Yield Tracker

YIELDS on government securities (GS) fell across the board last week, with players taking their cue from auction results.

GS yields, which move opposite to prices, declined by 9.41 basis points (bps) on average week on week, based on PHP Bloomberg Valuation Service Reference Rates as of Dec. 17 published on the Philippine Dealing System’s website.

At the secondary market on Friday, yields on all tenors were lower compared with their week-ago levels.

The 91-day Treasury bill (T-bill) went down by 6.42 bps to yield 1.1397%. Likewise, the 182- and 364-day papers declined by 11.81 bps and 2.35 bps to fetch 1.3324% and 1.6539%, respectively.

At the belly, yields on the two-, three-, and four-year bonds went down by 8.51 bps (2.6934%), 8.25 bps (3.2061%), and 8.24 bps (3.6538%), respectively.
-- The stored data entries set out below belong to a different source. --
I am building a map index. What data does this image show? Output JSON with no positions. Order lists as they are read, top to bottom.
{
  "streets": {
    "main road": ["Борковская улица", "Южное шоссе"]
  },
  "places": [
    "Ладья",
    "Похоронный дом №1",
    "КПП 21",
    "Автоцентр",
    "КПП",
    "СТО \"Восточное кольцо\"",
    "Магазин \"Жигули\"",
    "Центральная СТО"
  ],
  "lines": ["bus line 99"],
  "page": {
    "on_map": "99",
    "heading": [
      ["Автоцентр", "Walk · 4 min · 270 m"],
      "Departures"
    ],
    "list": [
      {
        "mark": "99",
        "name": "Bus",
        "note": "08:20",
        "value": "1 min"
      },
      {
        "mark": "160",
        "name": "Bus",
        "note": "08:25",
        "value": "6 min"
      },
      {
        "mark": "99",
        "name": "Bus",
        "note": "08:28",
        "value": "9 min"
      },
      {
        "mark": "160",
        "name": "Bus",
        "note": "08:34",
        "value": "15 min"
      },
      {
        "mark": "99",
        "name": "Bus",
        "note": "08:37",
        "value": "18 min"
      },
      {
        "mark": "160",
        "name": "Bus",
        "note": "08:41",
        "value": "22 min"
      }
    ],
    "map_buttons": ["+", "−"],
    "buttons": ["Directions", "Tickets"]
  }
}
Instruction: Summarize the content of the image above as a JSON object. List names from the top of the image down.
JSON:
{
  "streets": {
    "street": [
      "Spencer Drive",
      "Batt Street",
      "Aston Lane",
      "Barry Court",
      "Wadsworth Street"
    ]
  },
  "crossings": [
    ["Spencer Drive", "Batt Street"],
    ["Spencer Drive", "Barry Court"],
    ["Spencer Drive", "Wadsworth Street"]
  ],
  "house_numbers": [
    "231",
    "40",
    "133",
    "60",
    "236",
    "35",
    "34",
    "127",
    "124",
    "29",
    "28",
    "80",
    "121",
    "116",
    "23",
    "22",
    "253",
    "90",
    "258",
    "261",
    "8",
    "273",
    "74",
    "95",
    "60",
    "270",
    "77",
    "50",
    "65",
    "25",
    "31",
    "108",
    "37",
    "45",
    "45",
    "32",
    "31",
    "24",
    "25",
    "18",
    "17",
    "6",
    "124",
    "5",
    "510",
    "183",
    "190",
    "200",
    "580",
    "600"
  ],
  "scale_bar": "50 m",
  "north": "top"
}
The rates of the five- and seven-year papers also dropped by 10.54 bps (3.9955%) and 15.94 bps (4.4249%).

At the long end of the yield curve, the yield on the 10-year notes fell by 15.66 bps to 4.8699%. Meanwhile, the rates of the 20- and 25-year bonds decreased by 7.73 bps (4.935%) and 8.11 bps (4.9249%).

“Local bond yields moved lower [last] week following another rejection by the BTr (Bureau of the Treasury) for its reissuance this month,” First Metro Asset Management, Inc. (FAMI) said in a Viber message.

“Amid the absence of supply this month and favorable US Treasuries trading heading into FOMC (Federal Open Market Committee), strong buying interest for bonds was seen [last] week,” FAMI added.

The BTr last week rejected all bids for its offer of reissued seven-year T-bonds even as tenders P52.267 billion, more than twice the P20 billion on the auction block.

Had it fully awarded its offer, the tenor’s average yield would have declined by 7.3 bps to 4.395% from the 4.468% fetched the last time the series was offered.

National Treasurer Rosalia V. de Leon said the government rejected all bids for the reissued bonds as there is room for rates to decline as inflation has eased, with the central bank also saying it would keep borrowing costs steady to support the economy.

The November headline inflation print, despite being a four-month low, was higher than the 4% median estimate in a BusinessWorld poll and the Bangko Sentral ng Pilipinas’ (BSP) 3.3%-4.1% forecast for the month. This was also the fourth straight month inflation exceed the BSP’s 2-4% target for the year.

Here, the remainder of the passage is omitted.